Pub

O Governo dos Açores prevê investir, em 2023, mais de 63,5 milhões de euros na Qualificação Profissional e Emprego, para promover a integração laboral de “jovens, desempregados mais desfavorecidos, com baixas competências ou longa duração”.

“Formar para empregar é o compromisso. Até ao final de 2022, vai estar concluída a implementação do novo Gabinete de Orientação Vocacional e Profissional (GOVP), uma nova e ambiciosa resposta individualizada aos jovens que não estudam, não trabalham nem frequentam formação, bem como aos desempregados com fragilidades sociais ou de longa duração”, explicou a secretária regional da Juventude, Qualificação Profissional e Emprego.

Maria João Carreiro, que integra o executivo de coligação PSD/CDS-PP/PPM, falava no plenário da Assembleia Legislativa, onde o Plano e Orçamento Regionais para 2023 estão em debate desde segunda-feira.

A intenção, explicou, é a “capacitação e reconversão” destes jovens e desempregados “para os setores que estão a recrutar”.

A secretária regional revelou ainda que “acaba de ser criado o ‘Azores Digital’, de apoio financeiro à formação de excelência na área tecnológica e dos recursos digitais”.

“Estão disponíveis, em 2023, 400 mil euros, para investir na empregabilidade da população ativa, face à crescente procura de recursos humanos nas áreas da cibersegurança, da linguagem de programação, da análise de dados ou ‘business intelligence’”, esclareceu.

Maria João Carreiro notou que “os Açores estão a registar, desde maio, o desemprego mais baixo dos últimos 12 anos, período em que se considerava que a região estava em pleno emprego”.

“Em outubro, estavam inscritos no Centro de Qualificação e Emprego 5.620 açorianos, menos 1.387 desempregados do que em mês homólogo de 2019”, observou.
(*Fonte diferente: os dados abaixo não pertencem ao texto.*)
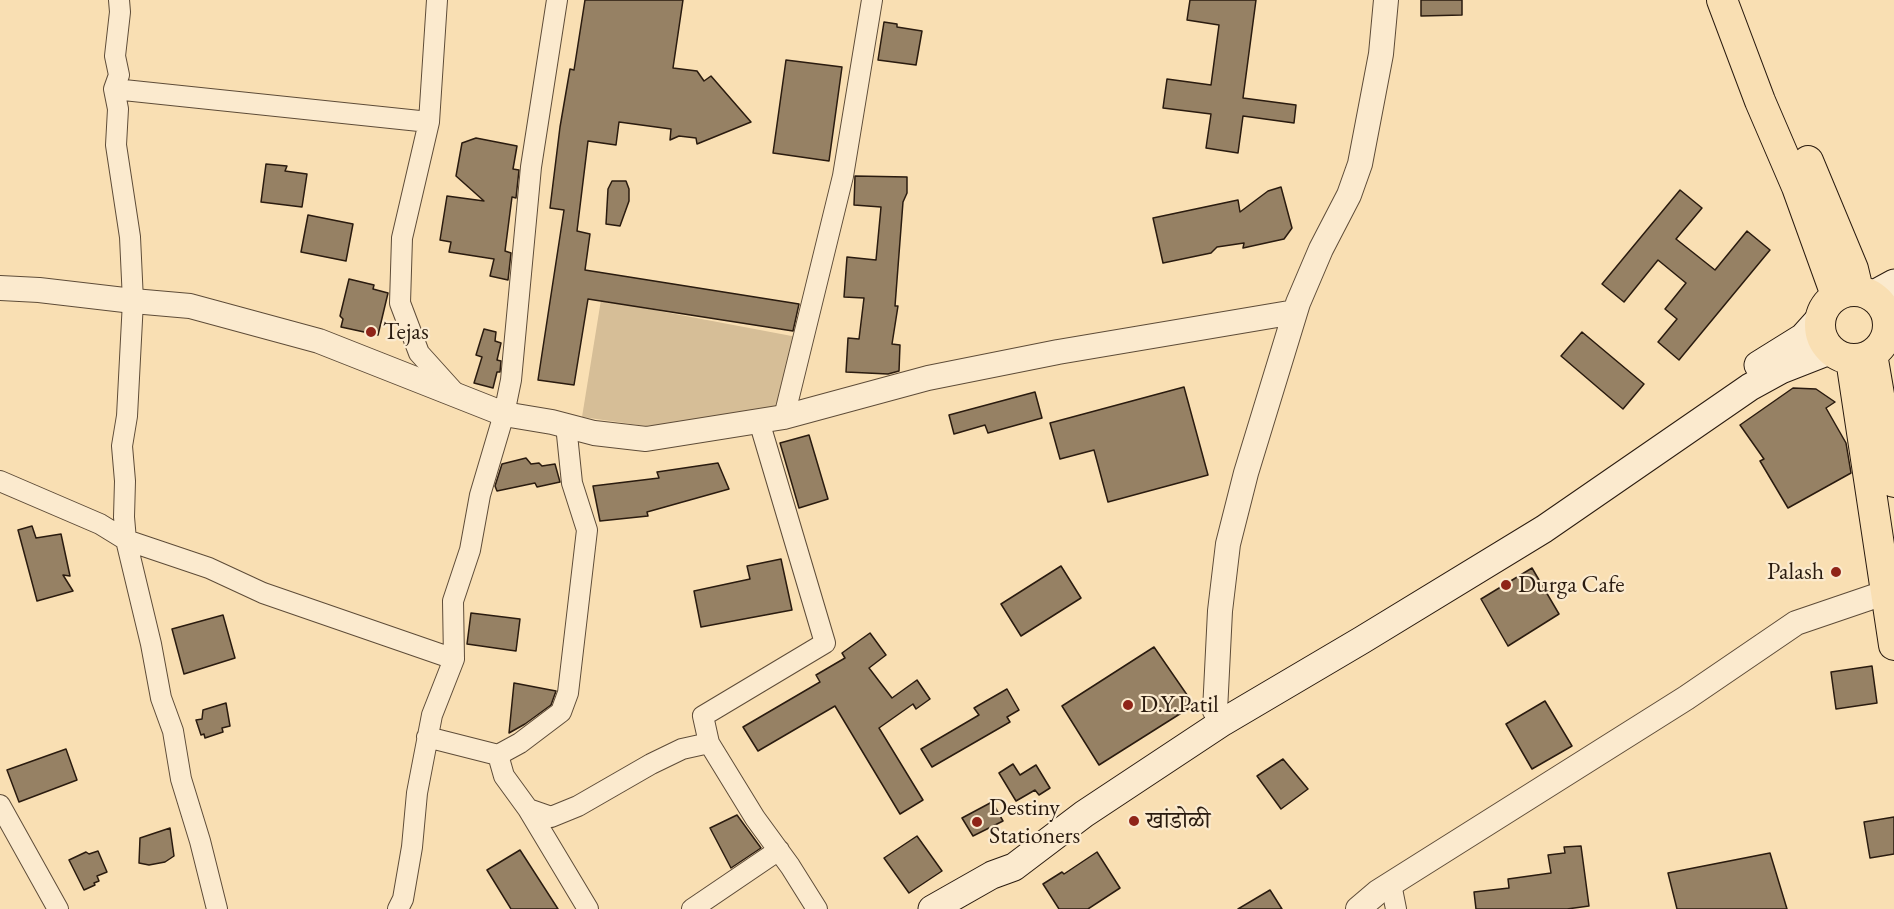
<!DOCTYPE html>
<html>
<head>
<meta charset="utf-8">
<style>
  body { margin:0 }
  canvas { display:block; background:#f9dfb3 }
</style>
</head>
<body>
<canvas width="1894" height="909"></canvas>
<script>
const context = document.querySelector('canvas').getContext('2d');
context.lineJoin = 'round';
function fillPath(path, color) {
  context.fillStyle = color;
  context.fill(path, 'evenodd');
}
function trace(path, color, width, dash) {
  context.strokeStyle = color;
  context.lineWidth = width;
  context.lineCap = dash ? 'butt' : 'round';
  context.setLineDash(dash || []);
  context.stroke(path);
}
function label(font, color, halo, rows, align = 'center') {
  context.font = font + ' "EB Garamond","Noto Serif Devanagari",serif';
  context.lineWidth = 4.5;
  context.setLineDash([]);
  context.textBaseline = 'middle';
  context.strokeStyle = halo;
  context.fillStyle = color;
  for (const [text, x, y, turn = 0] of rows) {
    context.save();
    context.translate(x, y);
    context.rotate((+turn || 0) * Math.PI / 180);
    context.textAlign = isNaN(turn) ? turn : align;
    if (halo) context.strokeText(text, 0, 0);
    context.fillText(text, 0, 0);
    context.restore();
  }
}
fillPath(new Path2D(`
  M 601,300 L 797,337 L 786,410 L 646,426 L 582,417 Z`), '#d6be97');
const building = new Path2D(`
  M 585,0 L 683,0 L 673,68 L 697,71 L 704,81 L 711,76 L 751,122 L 697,144 L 696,138 L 679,136 L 670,140 L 671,129 L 619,122 L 616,145 L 588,141 L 577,231 L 590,234 L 585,270 L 799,304 L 793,331 L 588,299 L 574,385 L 538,380 L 564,210 L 550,208 L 560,127 L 570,69 L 574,70 Z
  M 1190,0 L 1256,0 L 1243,98 L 1296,105 L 1294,123 L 1243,116 L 1238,153 L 1206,148 L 1211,114 L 1163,108 L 1167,79 L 1211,85 L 1219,25 L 1187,20 Z
  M 1421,0 L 1462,0 L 1462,15 L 1421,16 Z
  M 884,22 L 897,24 L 897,27 L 922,31 L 916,65 L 878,60 Z
  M 786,60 L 842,67 L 829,161 L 773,153 Z
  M 476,138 L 517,146 L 513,169 L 519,170 L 516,198 L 512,197 L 505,251 L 511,253 L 508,280 L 490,276 L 494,259 L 449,252 L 451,242 L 440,240 L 447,196 L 484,201 L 456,176 L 462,143 Z
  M 266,164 L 287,166 L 285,171 L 307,174 L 302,207 L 261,202 Z
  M 855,176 L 907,177 L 907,193 L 903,202 L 895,306 L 898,306 L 892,344 L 900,345 L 899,371 L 888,374 L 846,372 L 848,338 L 859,339 L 864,298 L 844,297 L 847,257 L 876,260 L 881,207 L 854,205 Z
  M 612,181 L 626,181 L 629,189 L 629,201 L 620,226 L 606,224 L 608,189 Z
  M 1281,187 L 1292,228 L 1284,239 L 1243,248 L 1244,243 L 1217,247 L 1211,253 L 1163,263 L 1153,218 L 1238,200 L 1240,212 L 1268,191 Z
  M 1680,190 L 1702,208 L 1676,239 L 1715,270 L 1747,231 L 1770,250 L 1679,360 L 1658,342 L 1677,319 L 1665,309 L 1686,283 L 1658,260 L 1624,302 L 1602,284 Z
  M 308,215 L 353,224 L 346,261 L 301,252 Z
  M 349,279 L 374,285 L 373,289 L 388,293 L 378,335 L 341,327 L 343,319 L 340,316 Z
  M 484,329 L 496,332 L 495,341 L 501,343 L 497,360 L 501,361 L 500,372 L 497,372 L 493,388 L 474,383 L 482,357 L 476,355 Z
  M 1582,332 L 1644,384 L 1623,409 L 1561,356 Z
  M 1184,387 L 1208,475 L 1108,502 L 1094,450 L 1060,459 L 1050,423 Z
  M 1793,388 L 1816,389 L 1835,402 L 1826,408 L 1846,443 L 1851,473 L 1788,508 L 1760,461 L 1764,459 L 1740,425 Z
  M 1035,392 L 1042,418 L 988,433 L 985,425 L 954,434 L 949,415 Z
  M 809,435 L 828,499 L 799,508 L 780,443 Z
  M 526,458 L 531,464 L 539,463 L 542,466 L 555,464 L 560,482 L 537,487 L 535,483 L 497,491 L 495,486 L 502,464 Z
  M 718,463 L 729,489 L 647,512 L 648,516 L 600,521 L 593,486 L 659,478 L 657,472 Z
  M 32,526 L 36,538 L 61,534 L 70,576 L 63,575 L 73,591 L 37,601 L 18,530 Z
  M 781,559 L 792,610 L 701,627 L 694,591 L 750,579 L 747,566 Z
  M 1061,566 L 1081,598 L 1021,636 L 1001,604 Z
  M 1532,568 L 1559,614 L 1508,646 L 1481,599 Z
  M 471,613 L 520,619 L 516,651 L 467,644 Z
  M 223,615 L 235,658 L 184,674 L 172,629 Z
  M 870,633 L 886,655 L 869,668 L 892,698 L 917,680 L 930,699 L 916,709 L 913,704 L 879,728 L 923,800 L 900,814 L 835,706 L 758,751 L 743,727 L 820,682 L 816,675 L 845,658 L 842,653 Z
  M 1154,647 L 1194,705 L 1099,765 L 1062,706 Z
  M 1872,666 L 1877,703 L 1836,709 L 1831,672 Z
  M 514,683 L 556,691 L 551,705 L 525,724 L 509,733 Z
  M 1007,689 L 1019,710 L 1007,717 L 1010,722 L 932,767 L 921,749 L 979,715 L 974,708 Z
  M 1545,701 L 1572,746 L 1532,769 L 1506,724 Z
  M 226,703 L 230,726 L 222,728 L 223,732 L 205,738 L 204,734 L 201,735 L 196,720 L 202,719 L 203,710 Z
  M 66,749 L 77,780 L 19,802 L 7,770 Z
  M 1283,759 L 1308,789 L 1281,809 L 1257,776 Z
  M 1013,764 L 1020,775 L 1036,765 L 1050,788 L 1039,795 L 1035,790 L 1016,801 L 999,773 Z
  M 992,802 L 1003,821 L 973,836 L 962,818 Z
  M 737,815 L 761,848 L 731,868 L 710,828 Z
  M 1894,817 L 1894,854 L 1870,858 L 1864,822 Z
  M 170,828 L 174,856 L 165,862 L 149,865 L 139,863 L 140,838 Z
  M 917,836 L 942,871 L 909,893 L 884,858 Z
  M 1581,846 L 1589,906 L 1567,909 L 1476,909 L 1474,892 L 1509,888 L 1508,879 L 1551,873 L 1548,855 L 1565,853 L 1564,847 Z
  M 520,850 L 558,909 L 511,909 L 487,870 Z
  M 98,851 L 107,872 L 97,876 L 99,881 L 94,883 L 95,885 L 84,890 L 69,860 L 86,852 L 89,854 Z
  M 1097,852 L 1120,888 L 1088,909 L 1059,909 L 1043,884 L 1062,872 L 1064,874 Z
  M 1770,853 L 1787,909 L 1677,909 L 1668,873 Z
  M 1270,890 L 1282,909 L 1238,909 Z`);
fillPath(building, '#968164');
trace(building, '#2a1b0f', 1.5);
const minor = new Path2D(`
  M 119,0 L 120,12 L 115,56 L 119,75 L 114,89 L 118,109 L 116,145 L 130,237 L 133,301 L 127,416 L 122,446 L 125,481 L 124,517 L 126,540 L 151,644 L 161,698 L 173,731 L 181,779 L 200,841 L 217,909
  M 437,0 L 429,122 L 402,238 L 400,303 L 419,353 L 456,394
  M 114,89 L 429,122
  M 784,417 L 843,176 L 872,0
  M 0,481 L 100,524 L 126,540 L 209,568 L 263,593 L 454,659
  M 427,737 L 498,755 L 504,776 L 528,809 L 551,817 L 578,806 L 651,764 L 682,749 L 709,743 L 755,818 L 790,866 L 817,909
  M 709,743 L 703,716 L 825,643 L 759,421
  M 498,755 L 520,743 L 561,712 L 568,693 L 587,530 L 572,483 L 566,425
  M 0,805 L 58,909
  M 528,809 L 588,909
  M 1391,884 L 1396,909
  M 398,909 L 403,899 L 412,847 L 417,793 L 432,715 L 454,659 L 453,601 L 470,550 L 480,495 L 504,414 L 511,380 L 531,167 L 557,0
  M 692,909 L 779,850`);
const tertiary = new Path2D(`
  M 0,288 L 39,290 L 133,301 L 190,306 L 319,341 L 504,414 L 552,422 L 594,433 L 646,439 L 784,417 L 928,378 L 1058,352 L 1295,312
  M 1223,722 L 1215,711 L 1220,611 L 1228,544 L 1246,473 L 1298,303 L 1321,249 L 1349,195 L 1360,164 L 1381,54 L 1386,0
  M 1358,909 L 1378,892 L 1686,698 L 1796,623 L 1887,592`);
const secondary = new Path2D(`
  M 1872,295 L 1894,283
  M 1888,331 L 1894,328
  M 1758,365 L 1803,337 L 1821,317
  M 932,909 L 992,875 L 1014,867 L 1084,814 L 1223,722 L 1362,640 L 1544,529 L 1750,387 L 1781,370 L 1832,350`);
const primary = new Path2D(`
  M 1722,0 L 1760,101 L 1797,187 L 1836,295
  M 1808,161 L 1853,269 L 1858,290
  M1820 325a34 34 0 1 1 68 0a34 34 0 1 1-68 0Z
  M 1872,354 L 1894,482
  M 1851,359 L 1894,645`);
trace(minor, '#5e4c38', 22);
trace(tertiary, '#5e4c38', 26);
trace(secondary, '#2a1b0f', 29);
trace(primary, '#2a1b0f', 32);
trace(minor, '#fbeace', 20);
trace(tertiary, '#fbeace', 24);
trace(secondary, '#fbeace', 27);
trace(primary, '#f9dfb3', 30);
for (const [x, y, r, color] of [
  [371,332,6,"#8f2418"],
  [1836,572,6,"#8f2418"],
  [1506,585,6,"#8f2418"],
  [1128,705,6,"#8f2418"],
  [1134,821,6,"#8f2418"],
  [977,822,6,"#8f2418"]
]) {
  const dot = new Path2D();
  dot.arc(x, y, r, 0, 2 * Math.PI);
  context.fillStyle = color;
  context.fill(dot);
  trace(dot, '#fbeace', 2);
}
label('24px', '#2a1b0f', '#fbeace', [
  ["Tejas",383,332],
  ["Palash",1824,572,"right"],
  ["Durga Cafe",1518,585],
  ["D.Y.Patil",1140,705],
  ["Destiny",989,808],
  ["Stationers",989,836],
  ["खांडोळी",1146,821]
], 'left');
</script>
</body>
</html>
Por outro lado, “nunca como agora houve tantos desempregados colocados em ofertas de emprego”, disse a governante, especificando que, de janeiro a outubro, “foram colocados 2.254 desempregados no mercado de trabalho, mais 37% do que em igual período de 2019, ano de referência do período pré-pandemia”.

“O desemprego jovem atingiu mínimos históricos em outubro, mês em que se registavam 777 jovens desempregados, menos 25% do que em outubro de 2019”, vincou.

Se, “entre janeiro e outubro de 2019, foram colocados 3.269 desempregados em programas ocupacionais”, em período homólogo de 2022 “foram colocadas 2.390 pessoas, o que significa uma variação de menos 28%”, acrescentou.

Na Juventude, vão ser investidos mais de 1,5 milhões de euros e vai ser criado o Apoio a Atividades Formativas e Vocacionais de Jovens em Risco em Contexto de Programas Educativos Adaptados – O RE(AGE), bem como o Apoio ao Empreendedorismo, Criatividade e Talento Jovem – O AECT, “dois programas para estimular a inclusão e a criação juvenis”.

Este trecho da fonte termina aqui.